> RECORDS FOR THE TASK
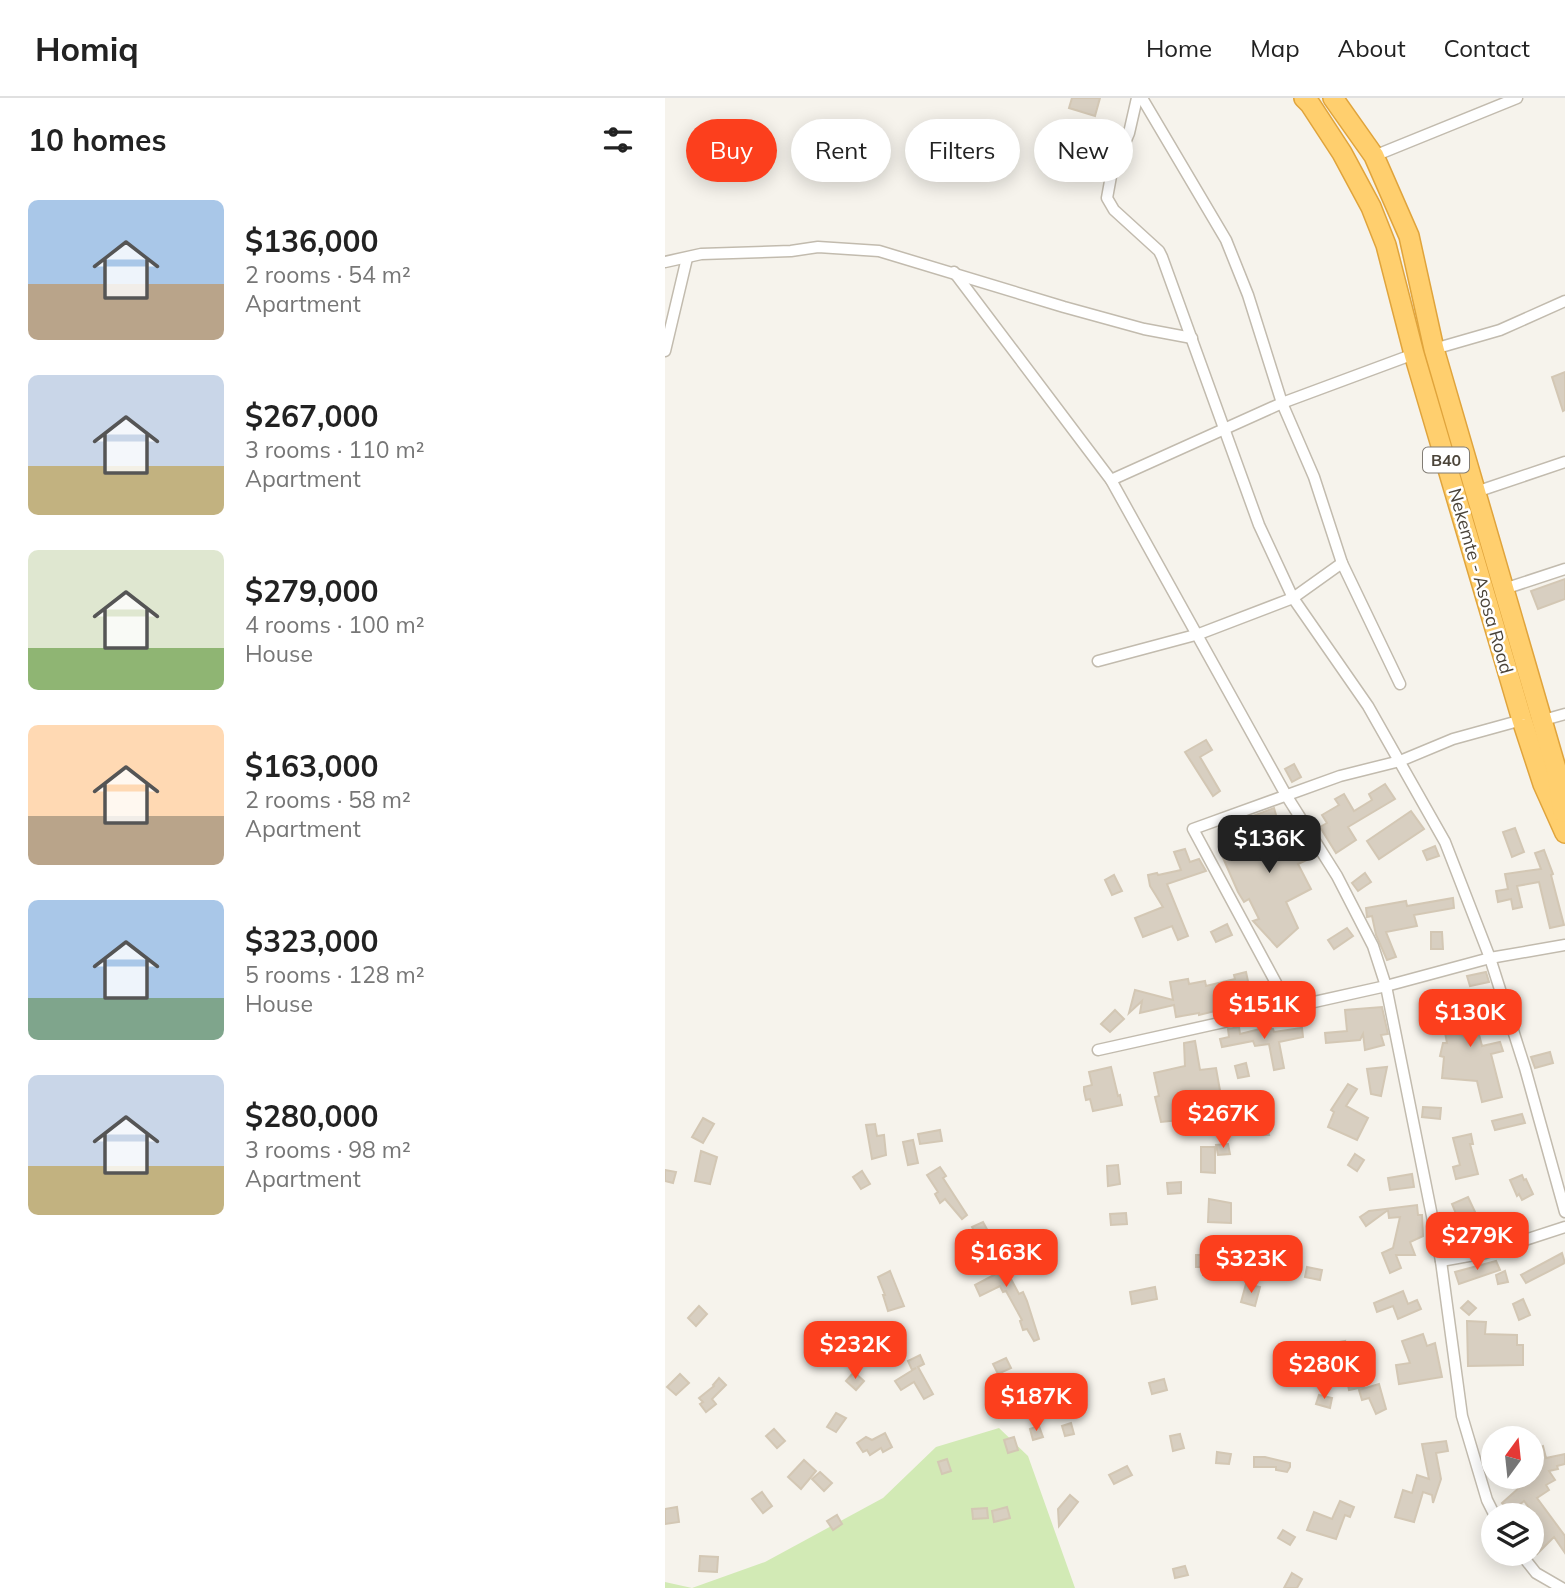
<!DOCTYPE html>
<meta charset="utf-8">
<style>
:root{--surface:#fff;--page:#f6f6f6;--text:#222;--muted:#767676;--line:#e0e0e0;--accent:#fc3f1d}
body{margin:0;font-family:Mulish,sans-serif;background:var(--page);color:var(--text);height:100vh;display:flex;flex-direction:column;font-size:26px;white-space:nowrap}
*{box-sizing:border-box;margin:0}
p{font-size:23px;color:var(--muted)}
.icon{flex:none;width:38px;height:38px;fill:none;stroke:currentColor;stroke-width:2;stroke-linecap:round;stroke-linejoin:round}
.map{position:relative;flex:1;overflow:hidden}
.panel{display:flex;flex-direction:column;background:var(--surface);width:665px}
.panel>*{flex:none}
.top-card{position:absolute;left:21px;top:21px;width:665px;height:63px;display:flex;gap:14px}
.needle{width:46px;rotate:15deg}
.controls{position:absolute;left:816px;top:1328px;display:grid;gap:14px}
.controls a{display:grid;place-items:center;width:63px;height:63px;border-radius:50%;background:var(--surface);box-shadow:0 4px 18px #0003;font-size:35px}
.price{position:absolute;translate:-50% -60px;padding:0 16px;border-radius:14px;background:var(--accent);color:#fff;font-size:23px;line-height:46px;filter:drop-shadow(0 2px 4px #0008)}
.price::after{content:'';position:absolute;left:50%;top:42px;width:21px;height:16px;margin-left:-10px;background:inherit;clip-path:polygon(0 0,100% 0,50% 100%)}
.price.on{background:#222;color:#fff}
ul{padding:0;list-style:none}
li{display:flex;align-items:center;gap:21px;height:175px;padding:0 28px}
li span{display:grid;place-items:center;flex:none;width:196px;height:140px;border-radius:10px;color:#555}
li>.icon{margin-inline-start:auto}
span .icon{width:84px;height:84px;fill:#fffc;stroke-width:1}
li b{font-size:30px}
h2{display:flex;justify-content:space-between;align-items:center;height:84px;padding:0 28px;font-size:30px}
.pill{padding:0 24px;border-radius:32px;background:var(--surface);box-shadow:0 4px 18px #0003;font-size:24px;line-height:63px}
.pill.on{background:var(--accent);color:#fff}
header{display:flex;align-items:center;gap:42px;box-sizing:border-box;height:98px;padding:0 35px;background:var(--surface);border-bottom:2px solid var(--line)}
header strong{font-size:33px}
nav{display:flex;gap:38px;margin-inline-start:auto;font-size:24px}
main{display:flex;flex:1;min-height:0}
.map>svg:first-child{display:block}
</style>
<header>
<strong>Homiq</strong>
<nav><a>Home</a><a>Map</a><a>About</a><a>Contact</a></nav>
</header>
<main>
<section class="panel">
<h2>10 homes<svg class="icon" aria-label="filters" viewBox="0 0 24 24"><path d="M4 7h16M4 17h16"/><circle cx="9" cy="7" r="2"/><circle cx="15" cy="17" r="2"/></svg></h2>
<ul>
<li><span style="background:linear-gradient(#a9c7e8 60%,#b9a48a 0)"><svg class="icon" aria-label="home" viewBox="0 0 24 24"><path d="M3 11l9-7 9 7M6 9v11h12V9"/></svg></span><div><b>$136,000</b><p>2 rooms · 54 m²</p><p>Apartment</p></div></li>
<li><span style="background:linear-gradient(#c9d6e8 65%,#c2b280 0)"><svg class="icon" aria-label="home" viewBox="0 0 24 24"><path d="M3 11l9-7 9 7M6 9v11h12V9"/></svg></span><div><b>$267,000</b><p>3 rooms · 110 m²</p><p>Apartment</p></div></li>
<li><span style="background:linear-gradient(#dfe7d0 70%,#8fb573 0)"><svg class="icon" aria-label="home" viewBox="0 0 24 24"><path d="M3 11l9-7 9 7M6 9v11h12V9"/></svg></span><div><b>$279,000</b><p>4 rooms · 100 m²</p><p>House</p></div></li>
<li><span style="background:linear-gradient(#ffd9b3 65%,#b9a48a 0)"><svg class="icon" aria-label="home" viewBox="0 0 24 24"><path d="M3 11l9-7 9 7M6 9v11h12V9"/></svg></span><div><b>$163,000</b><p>2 rooms · 58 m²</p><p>Apartment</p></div></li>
<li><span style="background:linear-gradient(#a9c7e8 70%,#7fa58c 0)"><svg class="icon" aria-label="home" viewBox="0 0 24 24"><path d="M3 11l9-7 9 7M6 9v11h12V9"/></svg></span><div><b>$323,000</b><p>5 rooms · 128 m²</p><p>House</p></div></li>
<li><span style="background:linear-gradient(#c9d6e8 65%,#c2b280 0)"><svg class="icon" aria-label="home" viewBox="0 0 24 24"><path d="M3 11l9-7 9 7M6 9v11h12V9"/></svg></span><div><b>$280,000</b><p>3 rooms · 98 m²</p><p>Apartment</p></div></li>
</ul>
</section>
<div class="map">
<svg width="900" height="1490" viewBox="0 0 900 1490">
<rect width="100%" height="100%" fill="#f6f3ec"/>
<!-- green -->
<path fill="#d2eab5" d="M334,1330L363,1358L410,1490H0V1484L27,1490L100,1464L218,1400L271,1349Z"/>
<!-- building -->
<g fill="#d8cfc1" stroke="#d3c7b4" stroke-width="2">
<path d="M407,0H435L430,18L404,10Z"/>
<path d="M900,274V312L898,313L887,279Z"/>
<path d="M900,481V501L873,511L866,493Z"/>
<path d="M541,642L547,652L535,659L555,693L548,698L520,654Z"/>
<path d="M629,666L636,679L627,684L620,671Z"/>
<path d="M720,686L730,701L683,729L691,742L671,755L655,729L662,725L657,717L674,707L670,701L679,696L689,713L707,702L704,696Z"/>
<path d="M609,710L618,741L630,735L634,743L638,742L646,760L633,766L646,791L621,804L633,830L612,849L588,823L594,821L584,801L579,804L573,794L555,753L592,739L585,719Z"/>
<path d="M746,713L759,731L714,761L702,743Z"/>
<path d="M850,730L859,754L847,759L838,734Z"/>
<path d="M770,748L774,758L762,762L758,753Z"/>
<path d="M520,751L525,764L534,761L541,773L502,786L523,838L513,842L507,828L478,839L470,820L498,809L485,788L483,777L492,775L493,777L516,772L509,754Z"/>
<path d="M879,752L888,776L886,777L899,827L885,830L874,784L852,788L857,809L848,811L846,801L833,804L831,793L843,791L840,776L876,771L870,755Z"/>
<path d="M700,775L706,784L693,793L687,785Z"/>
<path d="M449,777L457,793L447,797L440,782Z"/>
<path d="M788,800L789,810L749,817L752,828L721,834L731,859L722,862L711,837L707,818L702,819L701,810L741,803L742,808Z"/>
<path d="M562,826L567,837L551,844L546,834Z"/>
<path d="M682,830L688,838L669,851L663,842Z"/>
<path d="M766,834H777L778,851H766Z"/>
<path d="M581,874L586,897L560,903L562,910L534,917V915L511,919L509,907L475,915L477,903L464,915L470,892L508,902L505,884L523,881L524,886L540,883L541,888L570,881L569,877Z"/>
<path d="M821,874L824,884L805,888L802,878Z"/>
<path d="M803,897L808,918L828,914L830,924L812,929L817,948L835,944L838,953L826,956L837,999L817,1004L812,983L777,980L779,959L775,958L778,945H782L778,924L787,923L782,902Z"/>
<path d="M717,909L723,936L716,937L719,947L700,952L698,936L695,942L661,945L660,935L682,933L680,912Z"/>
<path d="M450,912L459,921L445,934L436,926Z"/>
<path d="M574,929L575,936L595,931H608L609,934L637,930L638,939L614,944L619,970L609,972L604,946L590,948L588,943L557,949L555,941L564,939L563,931Z"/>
<path d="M530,943L535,972L551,970L559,1015L538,1018L536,1007L513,1012L514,1022L496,1024L490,999L494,998L489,975L520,968L519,945Z"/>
<path d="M885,954L888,965L870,970L866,959Z"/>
<path d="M581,965L584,978L573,980L570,968Z"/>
<path d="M446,969L453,998L455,997L457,1007L428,1013L425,1001L421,1002L419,993V989L427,987L424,974Z"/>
<path d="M722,969L716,998L706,996L702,971Z"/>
<path d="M683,986L692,991L681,1008L703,1020L692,1042L663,1029L669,1014L666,1012Z"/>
<path d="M595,996L604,1037H586V1009L582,1010L580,1000Z"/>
<path d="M758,1009L776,1010L775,1021L757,1019Z"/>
<path d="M857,1016L860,1025L830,1032L827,1023Z"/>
<path d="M38,1020L49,1026L38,1045L27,1039Z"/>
<path d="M210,1026L212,1038L219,1037L221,1057L207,1061L201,1027Z"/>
<path d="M275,1032L277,1043L255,1046L253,1036Z"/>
<path d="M806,1036L808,1046H805L813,1076L791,1081L788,1069L795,1067L788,1040Z"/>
<path d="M248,1042L253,1065L243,1067L238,1044Z"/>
<path d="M563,1046L565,1056L553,1057L551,1047Z"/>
<path d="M536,1049H550V1075L536,1074Z"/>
<path d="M36,1053L52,1059L45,1086L30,1083Z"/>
<path d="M690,1056L699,1062L692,1073L683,1067Z"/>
<path d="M453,1067L455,1086L443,1088L442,1068Z"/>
<path d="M275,1069L281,1078L278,1080L302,1117L297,1121L280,1101L275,1105L270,1096L273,1094L262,1077Z"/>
<path d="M0,1072L11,1074L8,1085L0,1083Z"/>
<path d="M197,1073L205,1086L196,1091L188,1079Z"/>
<path d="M747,1076L749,1089L725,1092L723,1080Z"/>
<path d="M857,1077L859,1082L861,1081L868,1096L857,1102L854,1096L852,1098L845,1082Z"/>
<path d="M516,1084V1095L503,1096L502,1085Z"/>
<path d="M803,1099L811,1116L794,1123L787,1106Z"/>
<path d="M544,1101L566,1105V1125L543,1124Z"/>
<path d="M752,1107L753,1117H757L758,1138L745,1144L750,1157H731L736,1170L725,1175L717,1155L728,1150L735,1119L724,1120L723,1112L701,1128L695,1119L704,1113Z"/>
<path d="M461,1115L462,1126L446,1127L445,1116Z"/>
<path d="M318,1124L323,1133L312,1139L307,1129Z"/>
<path d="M818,1134L823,1144L811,1147L809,1136Z"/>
<path d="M322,1144L336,1165L337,1164L354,1196L358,1194L362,1203L374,1241L369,1243L362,1231L358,1232L355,1223L357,1222L341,1193L338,1194L335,1188L315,1198L310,1187L329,1177L313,1150Z"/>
<path d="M548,1145L570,1150L571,1145L581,1146L578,1164L548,1156V1177H538V1169H531V1157H535Z"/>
<path d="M897,1155L900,1165L861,1185L856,1177Z"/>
<path d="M831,1163L835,1172L794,1186L790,1174Z"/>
<path d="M642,1169L657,1172L655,1182L640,1179Z"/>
<path d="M225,1173L239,1208L223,1213L218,1197H220L213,1179Z"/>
<path d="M840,1173L843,1184L833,1186L831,1177Z"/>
<path d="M581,1186L595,1189L590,1208L576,1204Z"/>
<path d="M490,1189L492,1201L467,1206L465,1194Z"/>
<path d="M738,1193L743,1206L752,1202L756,1211L733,1221L728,1208L712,1214L709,1205Z"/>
<path d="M858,1201L865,1217L854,1222L848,1206Z"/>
<path d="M803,1203L811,1210L804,1217L796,1210Z"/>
<path d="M34,1208L42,1216L31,1228L23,1220Z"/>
<path d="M802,1223L821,1224L820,1236L852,1237V1247H858V1267L803,1268Z"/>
<path d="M758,1236L762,1248L770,1245L777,1279L734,1286L731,1267L745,1265L737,1243Z"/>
<path d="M680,1243L678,1253L669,1254L668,1245Z"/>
<path d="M691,1253V1255L703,1253L705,1264L693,1265L699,1289L684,1292L682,1282L687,1281L683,1254Z"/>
<path d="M255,1257L259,1266L253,1269L268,1296L259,1301L249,1284L236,1292L230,1283L251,1270L247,1272L243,1263Z"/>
<path d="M341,1260L346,1270L333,1276L328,1266Z"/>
<path d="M189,1274L199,1283L191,1292L181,1283Z"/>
<path d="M15,1276L24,1285L11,1297L2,1289Z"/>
<path d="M54,1280L61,1287L47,1301L51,1306L41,1314L35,1306L38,1304L34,1300L49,1288L48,1287Z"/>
<path d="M499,1281L502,1292L487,1296L484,1285Z"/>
<path d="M714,1286L721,1311L711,1316L704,1300L697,1302L694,1292Z"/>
<path d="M654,1297L667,1300L665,1310L651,1306Z"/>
<path d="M171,1315L181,1320L171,1334L162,1329Z"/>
<path d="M406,1325L409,1336L400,1338L397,1328Z"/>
<path d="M374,1328L378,1339L368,1342L365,1331Z"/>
<path d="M109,1331L120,1343L112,1350L101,1338Z"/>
<path d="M220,1335L227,1349L218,1354L216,1350L205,1357L202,1352L198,1354L192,1345L201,1339L207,1342Z"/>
<path d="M515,1336L519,1350L508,1353L505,1338Z"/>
<path d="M349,1339L353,1352L343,1355L339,1342Z"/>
<path d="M781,1343L783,1353L771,1355L776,1381L768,1405L767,1397L758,1394L749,1424L730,1419L738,1392L747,1395L752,1377L764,1381L757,1346Z"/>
<path d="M878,1348L881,1360L900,1356V1366L892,1368L893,1371L884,1373L890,1382L881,1387L884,1392L872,1400L900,1438V1455L889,1439L872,1456L866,1450V1425L872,1420L859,1403L846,1414L837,1405L866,1379V1352Z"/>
<path d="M552,1354L566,1356L564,1366L551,1365Z"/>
<path d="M589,1359H600L625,1365V1369L622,1374L611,1372V1369H589Z"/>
<path d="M282,1361L286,1373L277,1376L273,1364Z"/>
<path d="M139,1362L151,1373L136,1391L123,1379Z"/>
<path d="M462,1368L467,1377L449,1386L444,1377Z"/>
<path d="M155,1374L167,1385L159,1393L147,1381Z"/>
<path d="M97,1394L107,1408L98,1415L87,1401Z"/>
<path d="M405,1397L413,1404L394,1428L393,1411Z"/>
<path d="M675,1403L689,1409L685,1419L680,1417L671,1441L642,1432L649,1414L667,1421Z"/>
<path d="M12,1409L14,1424L0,1426V1411Z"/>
<path d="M342,1409L345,1420L329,1424L327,1413Z"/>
<path d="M322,1410L323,1420L308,1421L307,1411Z"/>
<path d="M172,1417L177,1426L168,1432L162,1423Z"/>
<path d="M618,1432L630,1439L625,1447L613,1440Z"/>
<path d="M35,1458L53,1459L52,1474L34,1473Z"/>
<path d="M520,1468L523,1477L510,1480L508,1471Z"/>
<path d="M627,1475L637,1481L632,1490H619Z"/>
</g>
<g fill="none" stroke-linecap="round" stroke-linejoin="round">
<defs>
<g id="street">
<path d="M472,0L464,35L446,78L442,100L449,112L494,153L497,159L594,427L628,500L703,608L780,744L825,860L860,970L900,1114"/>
<path d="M477,0L561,142L583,197L617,305L649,379L677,465L735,586"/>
<path d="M709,58L852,0"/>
<path d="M0,164L36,156L126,153L153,149L214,153L399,209L479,231L527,240"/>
<path d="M289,174L446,382L621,697L672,778L708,848L721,888L776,1163L797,1318L822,1402L830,1418"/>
<path d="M769,251L835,232L900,203"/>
<path d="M0,253L22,160"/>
<path d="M446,382L617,305L749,256"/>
<path d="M808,395L900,364"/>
<path d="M839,491L900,471"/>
<path d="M433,563L534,536L628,500L677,465"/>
<path d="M875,623L900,616"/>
<path d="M624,909L528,731L675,678L735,663L788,641L857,622"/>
<path d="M433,952L721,888L825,860L900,847"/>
<path d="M776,1163L820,1155L900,1129"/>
<path d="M856,1456L871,1475L897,1490"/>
</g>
<g id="highway">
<path d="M639,0L645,6L677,55L706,109L721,147L749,256L857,622L878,686L900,735"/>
<path d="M668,0L709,58L744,138L769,251L892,674L898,714"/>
</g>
</defs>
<!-- street casing -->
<use href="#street" stroke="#c2bbae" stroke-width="13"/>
<!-- highway casing -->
<use href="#highway" stroke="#e0a43c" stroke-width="22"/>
<!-- street -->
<use href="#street" stroke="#fff" stroke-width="10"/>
<!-- highway -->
<use href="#highway" stroke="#ffcf6e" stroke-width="19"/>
</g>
<g text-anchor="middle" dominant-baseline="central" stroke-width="5" stroke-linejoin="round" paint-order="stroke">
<!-- shield labels -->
<rect fill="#fff" stroke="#817c74" stroke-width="2" x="758" y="349.5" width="46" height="25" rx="5"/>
<g font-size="16" font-weight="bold" fill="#4b4439">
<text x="781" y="362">B40</text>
</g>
<!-- street labels -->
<g font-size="18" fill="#4b4439" stroke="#fff">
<text transform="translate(816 483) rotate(74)">Nekemte - Asosa Road</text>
</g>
</g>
</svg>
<div class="controls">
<a><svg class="needle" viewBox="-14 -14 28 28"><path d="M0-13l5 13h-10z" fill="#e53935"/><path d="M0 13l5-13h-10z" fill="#767676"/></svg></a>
<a><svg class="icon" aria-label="layers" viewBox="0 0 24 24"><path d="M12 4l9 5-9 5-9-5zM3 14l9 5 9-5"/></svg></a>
</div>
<b class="price on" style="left:604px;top:777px">$136K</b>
<b class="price" style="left:599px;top:943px">$151K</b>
<b class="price" style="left:805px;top:951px">$130K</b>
<b class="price" style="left:558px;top:1052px">$267K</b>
<b class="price" style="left:812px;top:1174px">$279K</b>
<b class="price" style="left:341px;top:1191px">$163K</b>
<b class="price" style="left:586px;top:1197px">$323K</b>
<b class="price" style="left:190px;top:1283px">$232K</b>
<b class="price" style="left:659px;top:1303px">$280K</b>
<b class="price" style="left:371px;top:1335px">$187K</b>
<div class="top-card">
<a class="pill on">Buy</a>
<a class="pill">Rent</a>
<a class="pill">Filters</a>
<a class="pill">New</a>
</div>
</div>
</main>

> WHAT IS BEING ASKED
Where a line of the listing holds the string "position", copy that line.

> EXERCISE RESULT
.map{position:relative;flex:1;overflow:hidden}
.top-card{position:absolute;left:21px;top:21px;width:665px;height:63px;display:flex;gap:14px}
.controls{position:absolute;left:816px;top:1328px;display:grid;gap:14px}
.price{position:absolute;translate:-50% -60px;padding:0 16px;border-radius:14px;background:var(--accent);color:#fff;font-size:23px;line-height:46px;filter:drop-shadow(0 2px 4px #0008)}
.price::after{content:'';position:absolute;left:50%;top:42px;width:21px;height:16px;margin-left:-10px;background:inherit;clip-path:polygon(0 0,100% 0,50% 100%)}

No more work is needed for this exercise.